Stored data:
=== Begin Enclosure ===

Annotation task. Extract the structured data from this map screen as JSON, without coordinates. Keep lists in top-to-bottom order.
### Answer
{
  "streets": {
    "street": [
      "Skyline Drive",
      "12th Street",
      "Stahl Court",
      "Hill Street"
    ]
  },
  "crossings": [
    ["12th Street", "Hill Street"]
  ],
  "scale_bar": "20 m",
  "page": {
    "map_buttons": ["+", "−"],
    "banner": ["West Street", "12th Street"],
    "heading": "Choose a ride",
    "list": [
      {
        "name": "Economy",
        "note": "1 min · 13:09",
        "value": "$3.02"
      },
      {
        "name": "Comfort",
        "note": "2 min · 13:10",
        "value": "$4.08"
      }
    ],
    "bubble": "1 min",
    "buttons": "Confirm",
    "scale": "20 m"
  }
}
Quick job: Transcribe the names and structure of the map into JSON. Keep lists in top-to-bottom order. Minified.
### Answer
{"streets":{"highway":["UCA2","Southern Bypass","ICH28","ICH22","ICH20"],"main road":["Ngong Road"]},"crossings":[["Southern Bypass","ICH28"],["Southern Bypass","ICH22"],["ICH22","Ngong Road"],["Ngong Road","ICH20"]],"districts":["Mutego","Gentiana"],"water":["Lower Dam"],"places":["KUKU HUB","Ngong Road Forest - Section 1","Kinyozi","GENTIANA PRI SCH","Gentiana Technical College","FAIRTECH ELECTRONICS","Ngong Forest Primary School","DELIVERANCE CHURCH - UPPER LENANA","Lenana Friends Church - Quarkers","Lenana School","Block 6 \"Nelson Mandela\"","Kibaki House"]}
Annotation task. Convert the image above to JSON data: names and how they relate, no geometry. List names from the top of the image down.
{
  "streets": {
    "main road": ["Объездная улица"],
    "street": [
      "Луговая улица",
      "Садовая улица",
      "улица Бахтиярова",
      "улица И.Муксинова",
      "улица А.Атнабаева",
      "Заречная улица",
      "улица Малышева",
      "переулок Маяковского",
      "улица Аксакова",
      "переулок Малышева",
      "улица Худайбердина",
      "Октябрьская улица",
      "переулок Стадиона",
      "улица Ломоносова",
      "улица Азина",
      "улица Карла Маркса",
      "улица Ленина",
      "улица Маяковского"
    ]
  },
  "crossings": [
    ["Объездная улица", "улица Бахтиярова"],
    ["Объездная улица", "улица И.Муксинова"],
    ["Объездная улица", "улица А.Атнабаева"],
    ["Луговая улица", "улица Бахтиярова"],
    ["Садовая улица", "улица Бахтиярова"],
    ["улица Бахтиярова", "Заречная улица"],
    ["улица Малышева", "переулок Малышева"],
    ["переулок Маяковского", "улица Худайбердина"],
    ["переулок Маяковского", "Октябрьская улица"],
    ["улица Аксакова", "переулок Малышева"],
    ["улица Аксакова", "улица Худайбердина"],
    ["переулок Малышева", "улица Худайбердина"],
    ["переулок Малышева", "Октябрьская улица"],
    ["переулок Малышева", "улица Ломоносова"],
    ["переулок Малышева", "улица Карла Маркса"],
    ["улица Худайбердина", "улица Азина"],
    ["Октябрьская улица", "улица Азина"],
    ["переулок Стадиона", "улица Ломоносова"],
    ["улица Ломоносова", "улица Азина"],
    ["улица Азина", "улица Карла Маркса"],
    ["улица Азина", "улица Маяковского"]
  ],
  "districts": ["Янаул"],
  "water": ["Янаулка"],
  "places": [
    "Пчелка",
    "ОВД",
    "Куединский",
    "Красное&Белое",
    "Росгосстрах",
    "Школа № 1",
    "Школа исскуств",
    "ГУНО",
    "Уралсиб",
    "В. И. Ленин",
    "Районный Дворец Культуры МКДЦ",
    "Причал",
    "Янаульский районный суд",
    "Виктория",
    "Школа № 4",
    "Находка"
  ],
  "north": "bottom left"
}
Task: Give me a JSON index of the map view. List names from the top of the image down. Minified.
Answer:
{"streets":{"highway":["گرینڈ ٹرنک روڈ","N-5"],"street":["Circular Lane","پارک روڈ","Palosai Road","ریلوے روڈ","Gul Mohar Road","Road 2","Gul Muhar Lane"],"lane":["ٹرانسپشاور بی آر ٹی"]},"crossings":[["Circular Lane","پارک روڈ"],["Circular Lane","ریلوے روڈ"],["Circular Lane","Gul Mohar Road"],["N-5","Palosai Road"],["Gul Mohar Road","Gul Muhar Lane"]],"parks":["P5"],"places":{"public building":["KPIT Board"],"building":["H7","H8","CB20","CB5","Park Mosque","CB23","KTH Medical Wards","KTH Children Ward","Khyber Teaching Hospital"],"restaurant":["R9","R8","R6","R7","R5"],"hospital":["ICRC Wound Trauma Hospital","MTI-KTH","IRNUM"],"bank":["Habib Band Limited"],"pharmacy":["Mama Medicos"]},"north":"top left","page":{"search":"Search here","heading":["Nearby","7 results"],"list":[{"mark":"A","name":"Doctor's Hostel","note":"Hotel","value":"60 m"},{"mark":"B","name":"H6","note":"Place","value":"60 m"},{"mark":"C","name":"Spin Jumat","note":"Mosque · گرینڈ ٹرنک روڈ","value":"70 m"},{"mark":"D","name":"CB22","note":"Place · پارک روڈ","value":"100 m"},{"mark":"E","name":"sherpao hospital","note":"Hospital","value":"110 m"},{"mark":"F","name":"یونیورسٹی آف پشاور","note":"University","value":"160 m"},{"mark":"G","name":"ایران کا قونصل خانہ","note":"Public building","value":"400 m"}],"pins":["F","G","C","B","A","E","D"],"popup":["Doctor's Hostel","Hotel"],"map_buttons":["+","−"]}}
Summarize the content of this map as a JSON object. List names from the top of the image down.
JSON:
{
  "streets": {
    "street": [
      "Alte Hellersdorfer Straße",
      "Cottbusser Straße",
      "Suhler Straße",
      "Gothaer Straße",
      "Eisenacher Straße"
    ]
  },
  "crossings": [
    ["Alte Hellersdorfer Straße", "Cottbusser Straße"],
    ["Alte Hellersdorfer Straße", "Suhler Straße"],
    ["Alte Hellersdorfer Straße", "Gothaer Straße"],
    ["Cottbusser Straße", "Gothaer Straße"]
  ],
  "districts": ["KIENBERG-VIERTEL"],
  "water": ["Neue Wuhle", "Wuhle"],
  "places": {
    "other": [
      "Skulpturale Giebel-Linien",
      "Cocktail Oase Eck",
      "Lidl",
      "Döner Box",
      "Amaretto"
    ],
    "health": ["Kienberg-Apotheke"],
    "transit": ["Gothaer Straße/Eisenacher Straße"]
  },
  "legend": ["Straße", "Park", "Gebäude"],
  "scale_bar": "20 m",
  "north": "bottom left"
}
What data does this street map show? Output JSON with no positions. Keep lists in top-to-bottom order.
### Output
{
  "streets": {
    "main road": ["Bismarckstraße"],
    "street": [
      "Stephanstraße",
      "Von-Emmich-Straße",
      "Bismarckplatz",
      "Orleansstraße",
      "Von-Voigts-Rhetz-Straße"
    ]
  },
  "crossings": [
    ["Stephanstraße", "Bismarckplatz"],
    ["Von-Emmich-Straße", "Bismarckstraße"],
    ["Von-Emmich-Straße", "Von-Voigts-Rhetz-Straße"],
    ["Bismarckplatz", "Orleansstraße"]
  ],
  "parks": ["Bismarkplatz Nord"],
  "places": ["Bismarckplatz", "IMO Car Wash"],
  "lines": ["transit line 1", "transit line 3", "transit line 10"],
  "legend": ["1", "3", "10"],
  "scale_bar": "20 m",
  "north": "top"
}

=== End Enclosure ===

Brief:
Without dropping a single line, output the records above exactly.

Result below:
Annotation task. Extract the structured data from this map screen as JSON, without coordinates. Keep lists in top-to-bottom order.
### Answer
{
  "streets": {
    "street": [
      "Skyline Drive",
      "12th Street",
      "Stahl Court",
      "Hill Street"
    ]
  },
  "crossings": [
    ["12th Street", "Hill Street"]
  ],
  "scale_bar": "20 m",
  "page": {
    "map_buttons": ["+", "−"],
    "banner": ["West Street", "12th Street"],
    "heading": "Choose a ride",
    "list": [
      {
        "name": "Economy",
        "note": "1 min · 13:09",
        "value": "$3.02"
      },
      {
        "name": "Comfort",
        "note": "2 min · 13:10",
        "value": "$4.08"
      }
    ],
    "bubble": "1 min",
    "buttons": "Confirm",
    "scale": "20 m"
  }
}
Quick job: Transcribe the names and structure of the map into JSON. Keep lists in top-to-bottom order. Minified.
### Answer
{"streets":{"highway":["UCA2","Southern Bypass","ICH28","ICH22","ICH20"],"main road":["Ngong Road"]},"crossings":[["Southern Bypass","ICH28"],["Southern Bypass","ICH22"],["ICH22","Ngong Road"],["Ngong Road","ICH20"]],"districts":["Mutego","Gentiana"],"water":["Lower Dam"],"places":["KUKU HUB","Ngong Road Forest - Section 1","Kinyozi","GENTIANA PRI SCH","Gentiana Technical College","FAIRTECH ELECTRONICS","Ngong Forest Primary School","DELIVERANCE CHURCH - UPPER LENANA","Lenana Friends Church - Quarkers","Lenana School","Block 6 \"Nelson Mandela\"","Kibaki House"]}
Annotation task. Convert the image above to JSON data: names and how they relate, no geometry. List names from the top of the image down.
{
  "streets": {
    "main road": ["Объездная улица"],
    "street": [
      "Луговая улица",
      "Садовая улица",
      "улица Бахтиярова",
      "улица И.Муксинова",
      "улица А.Атнабаева",
      "Заречная улица",
      "улица Малышева",
      "переулок Маяковского",
      "улица Аксакова",
      "переулок Малышева",
      "улица Худайбердина",
      "Октябрьская улица",
      "переулок Стадиона",
      "улица Ломоносова",
      "улица Азина",
      "улица Карла Маркса",
      "улица Ленина",
      "улица Маяковского"
    ]
  },
  "crossings": [
    ["Объездная улица", "улица Бахтиярова"],
    ["Объездная улица", "улица И.Муксинова"],
    ["Объездная улица", "улица А.Атнабаева"],
    ["Луговая улица", "улица Бахтиярова"],
    ["Садовая улица", "улица Бахтиярова"],
    ["улица Бахтиярова", "Заречная улица"],
    ["улица Малышева", "переулок Малышева"],
    ["переулок Маяковского", "улица Худайбердина"],
    ["переулок Маяковского", "Октябрьская улица"],
    ["улица Аксакова", "переулок Малышева"],
    ["улица Аксакова", "улица Худайбердина"],
    ["переулок Малышева", "улица Худайбердина"],
    ["переулок Малышева", "Октябрьская улица"],
    ["переулок Малышева", "улица Ломоносова"],
    ["переулок Малышева", "улица Карла Маркса"],
    ["улица Худайбердина", "улица Азина"],
    ["Октябрьская улица", "улица Азина"],
    ["переулок Стадиона", "улица Ломоносова"],
    ["улица Ломоносова", "улица Азина"],
    ["улица Азина", "улица Карла Маркса"],
    ["улица Азина", "улица Маяковского"]
  ],
  "districts": ["Янаул"],
  "water": ["Янаулка"],
  "places": [
    "Пчелка",
    "ОВД",
    "Куединский",
    "Красное&Белое",
    "Росгосстрах",
    "Школа № 1",
    "Школа исскуств",
    "ГУНО",
    "Уралсиб",
    "В. И. Ленин",
    "Районный Дворец Культуры МКДЦ",
    "Причал",
    "Янаульский районный суд",
    "Виктория",
    "Школа № 4",
    "Находка"
  ],
  "north": "bottom left"
}
Task: Give me a JSON index of the map view. List names from the top of the image down. Minified.
Answer:
{"streets":{"highway":["گرینڈ ٹرنک روڈ","N-5"],"street":["Circular Lane","پارک روڈ","Palosai Road","ریلوے روڈ","Gul Mohar Road","Road 2","Gul Muhar Lane"],"lane":["ٹرانسپشاور بی آر ٹی"]},"crossings":[["Circular Lane","پارک روڈ"],["Circular Lane","ریلوے روڈ"],["Circular Lane","Gul Mohar Road"],["N-5","Palosai Road"],["Gul Mohar Road","Gul Muhar Lane"]],"parks":["P5"],"places":{"public building":["KPIT Board"],"building":["H7","H8","CB20","CB5","Park Mosque","CB23","KTH Medical Wards","KTH Children Ward","Khyber Teaching Hospital"],"restaurant":["R9","R8","R6","R7","R5"],"hospital":["ICRC Wound Trauma Hospital","MTI-KTH","IRNUM"],"bank":["Habib Band Limited"],"pharmacy":["Mama Medicos"]},"north":"top left","page":{"search":"Search here","heading":["Nearby","7 results"],"list":[{"mark":"A","name":"Doctor's Hostel","note":"Hotel","value":"60 m"},{"mark":"B","name":"H6","note":"Place","value":"60 m"},{"mark":"C","name":"Spin Jumat","note":"Mosque · گرینڈ ٹرنک روڈ","value":"70 m"},{"mark":"D","name":"CB22","note":"Place · پارک روڈ","value":"100 m"},{"mark":"E","name":"sherpao hospital","note":"Hospital","value":"110 m"},{"mark":"F","name":"یونیورسٹی آف پشاور","note":"University","value":"160 m"},{"mark":"G","name":"ایران کا قونصل خانہ","note":"Public building","value":"400 m"}],"pins":["F","G","C","B","A","E","D"],"popup":["Doctor's Hostel","Hotel"],"map_buttons":["+","−"]}}
Summarize the content of this map as a JSON object. List names from the top of the image down.
JSON:
{
  "streets": {
    "street": [
      "Alte Hellersdorfer Straße",
      "Cottbusser Straße",
      "Suhler Straße",
      "Gothaer Straße",
      "Eisenacher Straße"
    ]
  },
  "crossings": [
    ["Alte Hellersdorfer Straße", "Cottbusser Straße"],
    ["Alte Hellersdorfer Straße", "Suhler Straße"],
    ["Alte Hellersdorfer Straße", "Gothaer Straße"],
    ["Cottbusser Straße", "Gothaer Straße"]
  ],
  "districts": ["KIENBERG-VIERTEL"],
  "water": ["Neue Wuhle", "Wuhle"],
  "places": {
    "other": [
      "Skulpturale Giebel-Linien",
      "Cocktail Oase Eck",
      "Lidl",
      "Döner Box",
      "Amaretto"
    ],
    "health": ["Kienberg-Apotheke"],
    "transit": ["Gothaer Straße/Eisenacher Straße"]
  },
  "legend": ["Straße", "Park", "Gebäude"],
  "scale_bar": "20 m",
  "north": "bottom left"
}
What data does this street map show? Output JSON with no positions. Keep lists in top-to-bottom order.
### Output
{
  "streets": {
    "main road": ["Bismarckstraße"],
    "street": [
      "Stephanstraße",
      "Von-Emmich-Straße",
      "Bismarckplatz",
      "Orleansstraße",
      "Von-Voigts-Rhetz-Straße"
    ]
  },
  "crossings": [
    ["Stephanstraße", "Bismarckplatz"],
    ["Von-Emmich-Straße", "Bismarckstraße"],
    ["Von-Emmich-Straße", "Von-Voigts-Rhetz-Straße"],
    ["Bismarckplatz", "Orleansstraße"]
  ],
  "parks": ["Bismarkplatz Nord"],
  "places": ["Bismarckplatz", "IMO Car Wash"],
  "lines": ["transit line 1", "transit line 3", "transit line 10"],
  "legend": ["1", "3", "10"],
  "scale_bar": "20 m",
  "north": "top"
}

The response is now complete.